8. Não espere ficar rico rapidamente
Apesar de terem construído um patrimônio milionário, Kelly e Chris não apresentam o investimento imobiliário como uma fórmula para enriquecimento rápido.
A construção da carteira aconteceu ao longo de anos.
Esse talvez seja um dos pontos mais importantes da história, principalmente diante das promessas de ganhos rápidos que circulam nas redes sociais.
Investir em imóveis exige capital, conhecimento, administração e tempo. Dependendo da estratégia, também envolve financiamento e exposição a oscilações do mercado.
Como qualquer investimento, imóveis envolvem riscos e não oferecem garantia de rentabilidade ou valorização.

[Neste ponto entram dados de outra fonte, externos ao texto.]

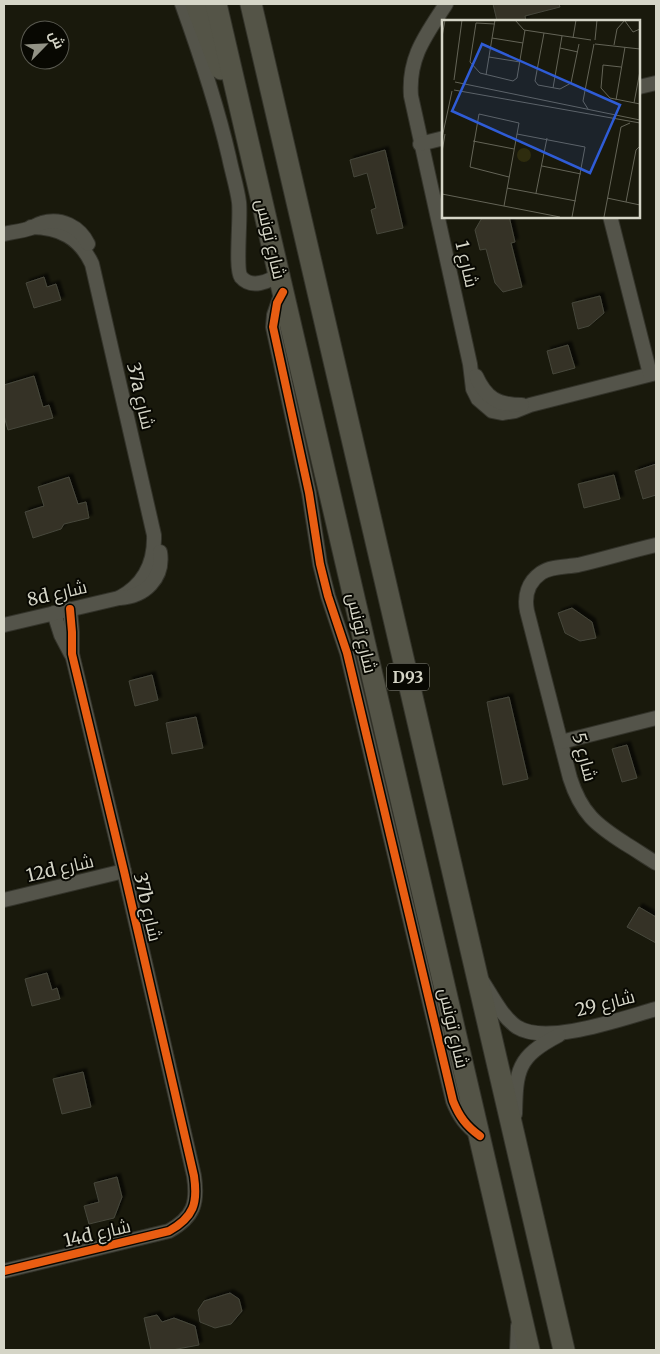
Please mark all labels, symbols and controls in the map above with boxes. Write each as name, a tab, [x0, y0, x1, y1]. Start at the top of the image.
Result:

9. Não perca de vista seu objetivo
A última recomendação é saber por que você está investindo.
O objetivo pode ser gerar renda mensal, formar patrimônio para o futuro, diversificar investimentos ou buscar valorização no longo prazo.
Essa definição interfere diretamente na escolha da propriedade.
Um imóvel adequado para quem procura renda recorrente pode ser completamente diferente daquele escolhido por alguém interessado em valorização de longo prazo.
Ter um objetivo também ajuda a decidir quando comprar, manter ou vender uma propriedade.
A principal lição não está nos US$ 8 milhões
O patrimônio alcançado por Kelly e Chris chama atenção, mas talvez a parte mais interessante da trajetória esteja na forma como eles chegaram até lá.
Os irmãos não atribuem o resultado a uma propriedade milagrosa ou a uma grande aposta que multiplicou de valor rapidamente.
As nove recomendações apontam para outro caminho: planejamento, conhecimento, especialização, análise dos números e paciência.
E a orientação sobre fluxo de caixa resume bem essa estratégia.
Antes de comprar um imóvel pensando em quanto ele poderá valer daqui a dez anos, o investidor precisa entender se aquele negócio faz sentido nas condições atuais.
Afinal, construir patrimônio com imóveis pode levar tempo. E escolher corretamente cada propriedade pode ser mais importante do que simplesmente acumular o maior número possível delas.